Monday, October 23, 2006

Our new addition



I finally caved in to the family's demands for a puppy. On Thursday, Doc joined our family. He's seven weeks old and just about the cutest thing I've ever seen. The kids love him to pieces and Gracie is tolerating him very well. She's not as motherly as I thought she would be, but she lets him play with her tail and tells him when it's time to back off. :)

Everyone tells me having a puppy is worse than having a baby in the house, but I don't find that to be true. For one thing, there is no breastfeeding involved. (phew) For another, my kids think he's great fun so they are doing most of the work. On my agenda is teaching Doc to fetch my newspaper every morning and take out the trash. Well, I know he won't take out the trash, but I like to aim high. ;)

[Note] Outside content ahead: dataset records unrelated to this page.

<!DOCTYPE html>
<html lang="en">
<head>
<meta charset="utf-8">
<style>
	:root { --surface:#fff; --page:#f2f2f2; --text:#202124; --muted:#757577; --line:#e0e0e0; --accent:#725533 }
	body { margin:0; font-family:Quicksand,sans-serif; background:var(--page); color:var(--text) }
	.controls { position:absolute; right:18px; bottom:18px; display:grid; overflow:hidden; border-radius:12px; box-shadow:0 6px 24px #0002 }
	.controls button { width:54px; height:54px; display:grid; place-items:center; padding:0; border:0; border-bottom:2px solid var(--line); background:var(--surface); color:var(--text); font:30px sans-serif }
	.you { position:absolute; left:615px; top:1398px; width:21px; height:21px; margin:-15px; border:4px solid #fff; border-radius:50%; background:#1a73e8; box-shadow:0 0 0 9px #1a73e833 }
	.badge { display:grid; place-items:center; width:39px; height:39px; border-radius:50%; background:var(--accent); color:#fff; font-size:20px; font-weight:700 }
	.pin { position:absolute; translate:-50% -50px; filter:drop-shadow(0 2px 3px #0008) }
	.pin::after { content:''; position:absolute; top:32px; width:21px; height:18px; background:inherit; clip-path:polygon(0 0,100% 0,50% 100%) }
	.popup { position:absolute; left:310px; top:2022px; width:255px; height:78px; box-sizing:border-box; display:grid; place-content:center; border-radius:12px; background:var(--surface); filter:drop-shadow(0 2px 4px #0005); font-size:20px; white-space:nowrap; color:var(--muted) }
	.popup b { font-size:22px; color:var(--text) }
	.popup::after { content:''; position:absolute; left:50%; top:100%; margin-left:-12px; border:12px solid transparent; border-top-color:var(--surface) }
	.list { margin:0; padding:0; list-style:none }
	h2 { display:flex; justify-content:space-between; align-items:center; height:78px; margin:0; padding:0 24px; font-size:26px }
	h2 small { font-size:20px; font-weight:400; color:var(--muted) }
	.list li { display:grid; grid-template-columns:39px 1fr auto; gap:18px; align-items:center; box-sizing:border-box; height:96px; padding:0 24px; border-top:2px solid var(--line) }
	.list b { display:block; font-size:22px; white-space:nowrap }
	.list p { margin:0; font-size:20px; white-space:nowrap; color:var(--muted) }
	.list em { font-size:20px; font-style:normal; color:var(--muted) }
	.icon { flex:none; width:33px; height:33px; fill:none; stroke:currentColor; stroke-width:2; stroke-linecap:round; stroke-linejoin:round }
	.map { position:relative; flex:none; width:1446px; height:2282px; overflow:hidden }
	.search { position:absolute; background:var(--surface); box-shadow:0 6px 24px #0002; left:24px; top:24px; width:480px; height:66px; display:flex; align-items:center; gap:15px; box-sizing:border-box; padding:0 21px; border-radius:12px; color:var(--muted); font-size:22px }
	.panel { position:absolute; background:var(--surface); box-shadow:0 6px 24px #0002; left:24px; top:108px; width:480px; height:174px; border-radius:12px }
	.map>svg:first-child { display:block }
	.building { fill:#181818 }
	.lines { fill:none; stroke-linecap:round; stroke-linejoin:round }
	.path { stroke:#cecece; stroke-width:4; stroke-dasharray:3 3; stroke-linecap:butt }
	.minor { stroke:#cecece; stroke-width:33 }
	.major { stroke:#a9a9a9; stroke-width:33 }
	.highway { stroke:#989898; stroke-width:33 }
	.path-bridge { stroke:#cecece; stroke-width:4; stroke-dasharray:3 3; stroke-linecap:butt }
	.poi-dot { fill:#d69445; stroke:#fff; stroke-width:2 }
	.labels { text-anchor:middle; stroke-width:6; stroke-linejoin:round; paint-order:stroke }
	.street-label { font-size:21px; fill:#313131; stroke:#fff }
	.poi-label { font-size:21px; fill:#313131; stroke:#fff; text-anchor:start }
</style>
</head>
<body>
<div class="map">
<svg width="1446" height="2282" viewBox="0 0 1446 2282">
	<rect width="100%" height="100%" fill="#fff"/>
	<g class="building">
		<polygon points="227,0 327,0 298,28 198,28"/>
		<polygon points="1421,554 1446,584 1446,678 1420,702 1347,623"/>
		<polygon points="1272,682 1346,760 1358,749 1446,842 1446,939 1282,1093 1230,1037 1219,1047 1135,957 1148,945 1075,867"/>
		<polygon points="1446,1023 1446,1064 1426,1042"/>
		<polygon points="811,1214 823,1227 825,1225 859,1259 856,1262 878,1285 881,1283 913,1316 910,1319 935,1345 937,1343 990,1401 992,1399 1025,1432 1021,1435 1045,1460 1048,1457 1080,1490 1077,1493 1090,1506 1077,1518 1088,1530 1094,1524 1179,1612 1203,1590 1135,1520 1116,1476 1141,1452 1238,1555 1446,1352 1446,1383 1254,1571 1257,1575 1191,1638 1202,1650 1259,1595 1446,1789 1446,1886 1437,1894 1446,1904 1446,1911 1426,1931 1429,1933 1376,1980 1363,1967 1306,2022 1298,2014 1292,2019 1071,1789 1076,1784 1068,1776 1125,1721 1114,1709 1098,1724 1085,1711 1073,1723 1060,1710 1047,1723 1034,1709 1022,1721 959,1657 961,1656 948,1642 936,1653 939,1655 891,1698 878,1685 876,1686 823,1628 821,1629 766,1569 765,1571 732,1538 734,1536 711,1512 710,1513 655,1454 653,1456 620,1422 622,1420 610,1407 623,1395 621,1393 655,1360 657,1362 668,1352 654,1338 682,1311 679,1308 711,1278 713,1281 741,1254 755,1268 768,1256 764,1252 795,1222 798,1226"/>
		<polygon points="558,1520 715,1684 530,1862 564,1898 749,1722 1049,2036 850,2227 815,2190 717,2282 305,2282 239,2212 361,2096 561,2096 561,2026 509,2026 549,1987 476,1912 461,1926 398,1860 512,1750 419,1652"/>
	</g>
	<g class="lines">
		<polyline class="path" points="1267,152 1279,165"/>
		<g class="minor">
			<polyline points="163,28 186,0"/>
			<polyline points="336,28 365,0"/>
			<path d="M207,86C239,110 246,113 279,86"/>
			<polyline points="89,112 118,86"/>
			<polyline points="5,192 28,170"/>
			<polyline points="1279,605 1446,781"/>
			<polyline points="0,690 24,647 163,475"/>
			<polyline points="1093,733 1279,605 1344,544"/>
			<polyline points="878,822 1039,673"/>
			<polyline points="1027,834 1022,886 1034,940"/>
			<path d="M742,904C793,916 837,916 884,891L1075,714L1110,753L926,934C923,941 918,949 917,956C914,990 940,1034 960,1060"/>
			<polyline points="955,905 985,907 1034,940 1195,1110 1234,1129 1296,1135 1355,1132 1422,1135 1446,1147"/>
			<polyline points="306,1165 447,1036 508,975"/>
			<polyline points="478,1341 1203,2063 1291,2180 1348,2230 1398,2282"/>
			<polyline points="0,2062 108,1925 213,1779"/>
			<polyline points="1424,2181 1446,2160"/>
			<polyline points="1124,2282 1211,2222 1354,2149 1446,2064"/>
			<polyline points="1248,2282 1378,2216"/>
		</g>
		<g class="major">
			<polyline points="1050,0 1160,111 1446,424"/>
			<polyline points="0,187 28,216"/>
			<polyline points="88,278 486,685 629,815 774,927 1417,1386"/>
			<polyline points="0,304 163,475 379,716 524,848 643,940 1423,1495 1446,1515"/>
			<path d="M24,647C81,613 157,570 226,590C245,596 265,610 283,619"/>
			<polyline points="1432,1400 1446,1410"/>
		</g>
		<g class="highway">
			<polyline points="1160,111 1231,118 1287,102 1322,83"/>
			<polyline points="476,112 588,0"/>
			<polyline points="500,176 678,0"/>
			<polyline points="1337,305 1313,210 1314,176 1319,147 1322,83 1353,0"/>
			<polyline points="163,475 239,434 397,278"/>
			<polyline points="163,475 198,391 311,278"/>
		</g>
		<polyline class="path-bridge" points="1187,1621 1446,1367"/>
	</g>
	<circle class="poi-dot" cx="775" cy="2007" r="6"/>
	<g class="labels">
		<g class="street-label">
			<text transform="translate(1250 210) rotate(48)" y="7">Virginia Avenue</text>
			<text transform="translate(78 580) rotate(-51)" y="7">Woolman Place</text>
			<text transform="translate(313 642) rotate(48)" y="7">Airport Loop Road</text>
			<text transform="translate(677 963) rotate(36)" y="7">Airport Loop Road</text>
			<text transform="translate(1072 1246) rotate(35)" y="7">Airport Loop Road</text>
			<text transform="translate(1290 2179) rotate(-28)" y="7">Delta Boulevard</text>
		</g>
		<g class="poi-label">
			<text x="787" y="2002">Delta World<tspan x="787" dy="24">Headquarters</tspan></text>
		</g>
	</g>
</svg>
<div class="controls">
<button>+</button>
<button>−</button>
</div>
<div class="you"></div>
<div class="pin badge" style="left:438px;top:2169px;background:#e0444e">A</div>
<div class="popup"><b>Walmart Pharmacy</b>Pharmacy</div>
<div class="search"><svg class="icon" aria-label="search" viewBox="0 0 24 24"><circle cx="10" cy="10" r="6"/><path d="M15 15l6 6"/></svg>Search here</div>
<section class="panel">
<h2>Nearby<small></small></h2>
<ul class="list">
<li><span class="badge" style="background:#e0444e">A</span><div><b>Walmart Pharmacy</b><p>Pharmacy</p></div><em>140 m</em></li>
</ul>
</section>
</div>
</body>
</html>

Wednesday, October 18, 2006

A Confession

It's been a long time since I've blogged. I'll start this off right by making a confession.

A few weeks ago I bought a pair of leggings.

I hope you heard me whispering because I'm not going to repeat it. In my own defense, though, I'll tell you that Glamour promises I won't be a fashion don't as long as I keep my ass covered with a tunic-style shirt. Good plan. Now if I could just find one I would be caught dead wearing. They're all striped. Now, I have nothing against stripes. In fact, I like the illusion stripes create with my bustline. But these tops are all weird in some way, shape or form. They either have 3/4-length sleeves (which I loathe) or they have strange gathers or darts. Or, horror of horrors, they balloon out like I'm wearing a maternity shirt (*that* will never happen again!). So, I'm currently stuck with a great little pair of black leggings and nothing to wear them with.


Before you ask (again) what possessed me to buy them, I'll tell you they are so comfortable. C'mon, you know it's true, I'll bet even you wore leggings back in the day. Yes, seeing those leggings in the store was utterly nostalgic. I was immediately whisked back to 1989. I was 15. I weighed 90 pounds. Life was good. Maybe I was hoping that buying the leggings would make everything the same as the last time I wore them. It didn't. Hence, the necessity of covering my ass with a tunic.

So, hopefully I'll be able to find that elusive shirt. In just the right color with just the right cut. If I do, I'll happily wear my leggings. You have my solemn vow, though, that I will never, ever wear them with leg warmers. My life is not Flashdance.